Flexible work aids recruitmentSunday October 19, 2014 Written by Brandi Cowen
With most flexible work arrangements proving to be successful, employer-offered flex options are poised to increase substantially over the next five years.
According to the Society for Human Resource Management (SHRM), three-quarters of human resource professionals from organizations offering compressed workweeks, flex time, job sharing, break arrangements, shift flexibility, phased retirement and other flexible work arrangements have found these options to be successful.
Of the two-fifths of respondents who offer telecommuting (39 per cent), one-quarter (26 per cent) said the practice increased productivity of employees and one-third (32 per cent) said the absenteeism rates of those who telecommute decreased.
Positive impact in the workplace
HR professionals also reported that flexible work arrangements have a positive impact on their organizations. More than one-half of respondents said flexibility had a positive impact on attracting and retaining employees. Respondents also reported positive impacts on employee turnover, absenteeism rates, productivity, quality of employees’ work, quality of employee’s personal life, employee health, company culture, company public image, and employee morale and job satisfaction.
When asked what makes flexible arrangements work, HR professionals ranked buy-in from top management, commitment from employees, and a supportive organizational culture as very important.
“HR professionals in these findings made a strong case for the use of flexible work arrangements,” said Lisa Horn, director of SHRM’s Workplace Flexibility Initiative. “The positive impacts to recruitment, retention, productivity, morale and the quality of work suggest that adopting these practices could benefit many employees and employers.”
The future of flexible work
Employee requests for flexible work arrangements increased in the past year, one-third of HR professionals (32 per cent) reported. Respondents were most likely to report that about one-quarter of their workforce currently uses each of the flexible arrangements offered.
The vast majority of respondents said telecommuting (83 per cent) and other flexible work arrangements (89 per cent) would be more prevalent in the next five years. But less than one-half said a larger portion of their workforce would be likely or very likely to telecommute (39 per cent) or become eligible for flexible options (48 per cent) in the next five years.

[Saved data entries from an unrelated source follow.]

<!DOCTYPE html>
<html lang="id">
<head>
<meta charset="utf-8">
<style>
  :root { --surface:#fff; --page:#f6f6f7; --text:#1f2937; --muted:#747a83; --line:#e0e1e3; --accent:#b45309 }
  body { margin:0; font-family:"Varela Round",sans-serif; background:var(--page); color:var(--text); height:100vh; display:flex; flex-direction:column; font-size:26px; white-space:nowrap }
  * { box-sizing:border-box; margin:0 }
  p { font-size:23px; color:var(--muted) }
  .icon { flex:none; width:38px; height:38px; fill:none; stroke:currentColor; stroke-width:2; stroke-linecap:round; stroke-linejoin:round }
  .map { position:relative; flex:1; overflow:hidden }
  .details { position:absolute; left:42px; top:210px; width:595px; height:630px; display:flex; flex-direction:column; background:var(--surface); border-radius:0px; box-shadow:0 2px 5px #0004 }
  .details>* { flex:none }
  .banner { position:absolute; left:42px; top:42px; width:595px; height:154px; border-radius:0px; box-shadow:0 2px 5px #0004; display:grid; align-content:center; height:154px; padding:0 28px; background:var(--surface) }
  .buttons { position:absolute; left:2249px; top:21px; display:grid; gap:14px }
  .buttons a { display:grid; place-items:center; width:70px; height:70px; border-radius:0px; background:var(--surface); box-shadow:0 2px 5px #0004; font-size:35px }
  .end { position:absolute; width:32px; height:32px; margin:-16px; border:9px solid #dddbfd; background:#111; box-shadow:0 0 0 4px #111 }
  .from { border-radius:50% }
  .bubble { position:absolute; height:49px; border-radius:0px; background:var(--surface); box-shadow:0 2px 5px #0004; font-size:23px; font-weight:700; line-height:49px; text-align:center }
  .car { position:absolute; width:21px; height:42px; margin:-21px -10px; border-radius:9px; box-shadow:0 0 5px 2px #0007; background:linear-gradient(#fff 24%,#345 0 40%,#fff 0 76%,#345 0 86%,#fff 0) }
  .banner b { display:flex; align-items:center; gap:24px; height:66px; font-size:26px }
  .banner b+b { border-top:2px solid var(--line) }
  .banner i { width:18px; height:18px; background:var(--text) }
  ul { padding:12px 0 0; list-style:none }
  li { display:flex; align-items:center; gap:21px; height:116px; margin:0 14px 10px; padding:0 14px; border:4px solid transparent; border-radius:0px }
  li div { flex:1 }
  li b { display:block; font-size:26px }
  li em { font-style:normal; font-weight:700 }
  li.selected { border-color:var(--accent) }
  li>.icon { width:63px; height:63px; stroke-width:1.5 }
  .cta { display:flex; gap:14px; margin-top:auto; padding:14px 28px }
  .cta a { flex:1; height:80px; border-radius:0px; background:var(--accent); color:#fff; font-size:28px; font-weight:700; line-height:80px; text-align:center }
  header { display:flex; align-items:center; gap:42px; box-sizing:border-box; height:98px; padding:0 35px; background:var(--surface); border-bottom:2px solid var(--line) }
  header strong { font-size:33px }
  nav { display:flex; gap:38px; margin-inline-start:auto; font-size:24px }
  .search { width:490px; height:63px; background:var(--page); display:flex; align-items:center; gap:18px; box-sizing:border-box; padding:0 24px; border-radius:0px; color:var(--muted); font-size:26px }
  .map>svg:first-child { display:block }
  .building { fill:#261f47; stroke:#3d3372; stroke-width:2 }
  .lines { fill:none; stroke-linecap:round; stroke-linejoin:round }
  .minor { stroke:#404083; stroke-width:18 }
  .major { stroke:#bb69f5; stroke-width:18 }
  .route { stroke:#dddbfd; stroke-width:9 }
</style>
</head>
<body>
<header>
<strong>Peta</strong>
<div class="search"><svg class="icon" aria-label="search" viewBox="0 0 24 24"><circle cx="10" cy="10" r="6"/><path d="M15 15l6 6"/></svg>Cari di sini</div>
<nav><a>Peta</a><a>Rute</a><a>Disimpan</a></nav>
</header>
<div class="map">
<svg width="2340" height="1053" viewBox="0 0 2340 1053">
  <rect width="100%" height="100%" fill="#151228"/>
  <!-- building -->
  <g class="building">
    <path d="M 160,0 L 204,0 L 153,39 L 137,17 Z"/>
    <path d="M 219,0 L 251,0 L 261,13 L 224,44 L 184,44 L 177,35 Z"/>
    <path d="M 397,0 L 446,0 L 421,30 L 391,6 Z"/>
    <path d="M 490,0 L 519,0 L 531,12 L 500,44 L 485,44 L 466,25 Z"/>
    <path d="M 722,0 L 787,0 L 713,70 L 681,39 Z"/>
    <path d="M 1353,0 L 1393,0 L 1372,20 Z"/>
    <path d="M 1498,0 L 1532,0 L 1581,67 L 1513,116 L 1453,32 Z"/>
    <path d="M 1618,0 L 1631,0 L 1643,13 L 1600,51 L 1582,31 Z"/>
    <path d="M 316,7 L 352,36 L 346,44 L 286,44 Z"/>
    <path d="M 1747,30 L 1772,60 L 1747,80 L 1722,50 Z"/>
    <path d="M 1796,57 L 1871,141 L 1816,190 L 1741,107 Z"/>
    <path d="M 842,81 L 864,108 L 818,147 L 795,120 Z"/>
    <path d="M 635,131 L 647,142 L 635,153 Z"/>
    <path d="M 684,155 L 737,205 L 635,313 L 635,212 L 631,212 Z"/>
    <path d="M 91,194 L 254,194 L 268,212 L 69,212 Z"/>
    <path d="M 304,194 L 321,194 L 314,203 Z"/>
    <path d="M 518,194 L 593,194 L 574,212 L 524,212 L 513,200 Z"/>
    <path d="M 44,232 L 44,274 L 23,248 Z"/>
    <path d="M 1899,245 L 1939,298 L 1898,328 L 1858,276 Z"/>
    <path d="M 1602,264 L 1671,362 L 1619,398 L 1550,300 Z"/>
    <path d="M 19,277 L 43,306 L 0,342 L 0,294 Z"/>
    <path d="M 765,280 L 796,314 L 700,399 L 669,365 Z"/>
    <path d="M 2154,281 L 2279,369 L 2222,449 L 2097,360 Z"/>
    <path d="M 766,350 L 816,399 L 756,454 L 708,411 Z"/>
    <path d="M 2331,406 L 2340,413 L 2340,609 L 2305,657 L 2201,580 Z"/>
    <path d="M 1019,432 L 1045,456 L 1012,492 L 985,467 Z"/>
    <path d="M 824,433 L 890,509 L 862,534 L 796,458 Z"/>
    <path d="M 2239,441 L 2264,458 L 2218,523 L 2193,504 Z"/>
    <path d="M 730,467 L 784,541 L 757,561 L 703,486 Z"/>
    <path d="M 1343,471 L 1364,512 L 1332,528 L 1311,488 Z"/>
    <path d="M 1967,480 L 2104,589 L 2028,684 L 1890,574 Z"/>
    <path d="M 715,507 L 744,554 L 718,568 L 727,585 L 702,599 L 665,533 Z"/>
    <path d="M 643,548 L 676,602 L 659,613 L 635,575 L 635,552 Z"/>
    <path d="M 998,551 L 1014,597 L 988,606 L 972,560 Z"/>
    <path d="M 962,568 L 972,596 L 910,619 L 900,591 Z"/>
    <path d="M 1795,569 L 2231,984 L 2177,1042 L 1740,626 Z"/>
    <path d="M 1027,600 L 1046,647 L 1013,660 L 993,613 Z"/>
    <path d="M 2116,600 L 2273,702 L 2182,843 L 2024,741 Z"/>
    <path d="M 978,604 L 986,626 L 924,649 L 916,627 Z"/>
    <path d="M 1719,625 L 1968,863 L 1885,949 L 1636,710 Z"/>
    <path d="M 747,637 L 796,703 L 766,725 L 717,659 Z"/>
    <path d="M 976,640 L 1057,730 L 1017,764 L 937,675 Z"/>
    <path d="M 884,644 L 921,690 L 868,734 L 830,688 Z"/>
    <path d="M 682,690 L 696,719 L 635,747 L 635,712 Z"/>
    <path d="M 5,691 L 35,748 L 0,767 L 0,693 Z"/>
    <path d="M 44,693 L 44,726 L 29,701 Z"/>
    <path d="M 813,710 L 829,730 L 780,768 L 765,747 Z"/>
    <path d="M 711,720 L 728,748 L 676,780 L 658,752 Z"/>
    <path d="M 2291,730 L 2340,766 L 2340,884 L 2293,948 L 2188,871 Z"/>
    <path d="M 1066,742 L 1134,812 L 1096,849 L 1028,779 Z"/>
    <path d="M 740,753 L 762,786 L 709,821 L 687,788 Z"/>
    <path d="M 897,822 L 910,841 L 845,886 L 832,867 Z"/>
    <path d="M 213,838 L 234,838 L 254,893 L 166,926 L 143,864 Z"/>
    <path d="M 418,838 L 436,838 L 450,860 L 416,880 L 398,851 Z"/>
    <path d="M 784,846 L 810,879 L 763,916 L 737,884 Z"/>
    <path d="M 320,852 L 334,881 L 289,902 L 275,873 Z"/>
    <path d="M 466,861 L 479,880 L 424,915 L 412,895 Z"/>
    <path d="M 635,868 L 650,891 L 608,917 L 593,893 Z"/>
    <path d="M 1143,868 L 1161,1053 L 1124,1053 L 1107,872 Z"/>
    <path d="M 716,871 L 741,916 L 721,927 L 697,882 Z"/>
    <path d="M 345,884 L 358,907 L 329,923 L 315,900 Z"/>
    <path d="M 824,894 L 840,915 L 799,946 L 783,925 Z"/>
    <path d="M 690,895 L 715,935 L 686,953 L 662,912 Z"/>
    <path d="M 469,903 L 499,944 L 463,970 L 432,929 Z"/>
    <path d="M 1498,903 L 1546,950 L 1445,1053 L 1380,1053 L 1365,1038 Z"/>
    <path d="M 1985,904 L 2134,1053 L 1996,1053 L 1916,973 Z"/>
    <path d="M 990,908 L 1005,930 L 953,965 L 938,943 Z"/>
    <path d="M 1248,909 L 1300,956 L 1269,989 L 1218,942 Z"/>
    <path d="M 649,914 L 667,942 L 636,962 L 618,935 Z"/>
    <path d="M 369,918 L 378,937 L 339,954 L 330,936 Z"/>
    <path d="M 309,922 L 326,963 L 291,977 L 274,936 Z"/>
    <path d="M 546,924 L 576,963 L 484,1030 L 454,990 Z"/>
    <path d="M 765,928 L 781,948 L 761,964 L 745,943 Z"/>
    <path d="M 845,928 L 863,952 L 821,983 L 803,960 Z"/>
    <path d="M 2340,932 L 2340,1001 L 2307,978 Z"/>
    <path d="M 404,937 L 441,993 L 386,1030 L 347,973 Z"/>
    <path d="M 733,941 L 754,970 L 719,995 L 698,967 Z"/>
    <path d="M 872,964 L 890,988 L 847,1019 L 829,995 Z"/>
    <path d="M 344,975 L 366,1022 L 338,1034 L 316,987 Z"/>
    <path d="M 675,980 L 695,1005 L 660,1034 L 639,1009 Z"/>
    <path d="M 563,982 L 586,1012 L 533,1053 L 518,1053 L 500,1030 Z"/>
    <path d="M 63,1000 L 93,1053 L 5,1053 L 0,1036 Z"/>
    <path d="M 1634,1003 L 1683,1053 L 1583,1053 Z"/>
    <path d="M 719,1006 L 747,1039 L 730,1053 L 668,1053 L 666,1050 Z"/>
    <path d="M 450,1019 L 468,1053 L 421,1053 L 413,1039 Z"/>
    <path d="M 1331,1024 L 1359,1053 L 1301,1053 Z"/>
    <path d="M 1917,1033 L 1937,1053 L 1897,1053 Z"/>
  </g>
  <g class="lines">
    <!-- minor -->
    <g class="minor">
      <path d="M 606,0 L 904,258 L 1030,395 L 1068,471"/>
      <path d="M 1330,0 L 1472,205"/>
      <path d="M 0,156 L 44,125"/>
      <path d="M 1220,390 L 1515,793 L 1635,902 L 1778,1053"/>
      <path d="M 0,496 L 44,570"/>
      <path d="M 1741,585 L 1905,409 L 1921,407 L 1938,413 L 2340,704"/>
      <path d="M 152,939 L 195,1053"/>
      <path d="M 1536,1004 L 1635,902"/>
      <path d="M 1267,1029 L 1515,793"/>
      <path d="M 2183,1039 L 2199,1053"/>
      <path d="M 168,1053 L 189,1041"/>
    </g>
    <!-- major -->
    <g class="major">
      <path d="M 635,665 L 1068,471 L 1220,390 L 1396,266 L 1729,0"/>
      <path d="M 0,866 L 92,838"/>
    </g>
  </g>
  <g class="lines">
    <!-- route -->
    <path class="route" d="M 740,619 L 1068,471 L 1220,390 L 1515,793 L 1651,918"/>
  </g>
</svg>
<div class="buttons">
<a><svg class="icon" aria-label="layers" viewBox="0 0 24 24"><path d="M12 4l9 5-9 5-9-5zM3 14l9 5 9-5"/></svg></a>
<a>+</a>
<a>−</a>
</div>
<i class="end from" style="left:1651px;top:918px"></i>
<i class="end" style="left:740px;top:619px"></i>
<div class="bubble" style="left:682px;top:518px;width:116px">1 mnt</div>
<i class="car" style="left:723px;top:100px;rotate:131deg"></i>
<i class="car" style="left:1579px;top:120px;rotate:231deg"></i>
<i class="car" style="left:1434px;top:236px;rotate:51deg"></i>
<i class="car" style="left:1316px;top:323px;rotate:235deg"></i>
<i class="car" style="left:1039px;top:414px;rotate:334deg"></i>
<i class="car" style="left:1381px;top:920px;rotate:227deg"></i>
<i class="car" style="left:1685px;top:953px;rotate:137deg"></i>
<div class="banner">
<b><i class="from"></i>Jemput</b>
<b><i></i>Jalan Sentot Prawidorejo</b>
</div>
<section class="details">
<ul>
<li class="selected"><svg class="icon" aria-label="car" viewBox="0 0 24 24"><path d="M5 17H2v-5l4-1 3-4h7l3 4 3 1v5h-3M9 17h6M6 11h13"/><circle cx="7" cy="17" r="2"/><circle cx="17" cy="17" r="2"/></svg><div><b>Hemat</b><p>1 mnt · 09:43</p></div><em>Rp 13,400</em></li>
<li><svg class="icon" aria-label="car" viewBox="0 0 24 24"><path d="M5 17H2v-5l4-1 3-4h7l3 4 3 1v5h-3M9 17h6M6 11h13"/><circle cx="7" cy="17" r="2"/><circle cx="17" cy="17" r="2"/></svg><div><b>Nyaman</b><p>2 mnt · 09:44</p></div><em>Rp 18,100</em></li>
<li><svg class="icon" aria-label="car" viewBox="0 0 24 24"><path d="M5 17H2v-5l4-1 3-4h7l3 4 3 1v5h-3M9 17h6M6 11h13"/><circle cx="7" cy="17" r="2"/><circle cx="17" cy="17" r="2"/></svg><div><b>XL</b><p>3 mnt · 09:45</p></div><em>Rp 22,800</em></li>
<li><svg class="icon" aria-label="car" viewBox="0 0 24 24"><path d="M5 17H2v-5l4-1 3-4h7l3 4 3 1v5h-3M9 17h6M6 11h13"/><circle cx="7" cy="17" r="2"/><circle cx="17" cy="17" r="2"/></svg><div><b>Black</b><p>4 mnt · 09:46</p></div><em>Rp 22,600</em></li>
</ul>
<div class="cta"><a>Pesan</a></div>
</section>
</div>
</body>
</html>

“Flexible work arrangements are an important part of an effective workplace and contribute to employee job satisfaction, retention and health. But workforce culture could be a barrier preventing employees from taking advantage of these arrangements,” said Evren Esen, director of SHRM’s survey programs. “The role of managers is central to the success of flexible work arrangements. Managers need to work with HR to communicate to employees what options are available and how they benefit the goals of both employees and the organization.”
The survey polled 525 HR professionals between April and June 2014. The survey has a margin of error of plus or minus four per cent.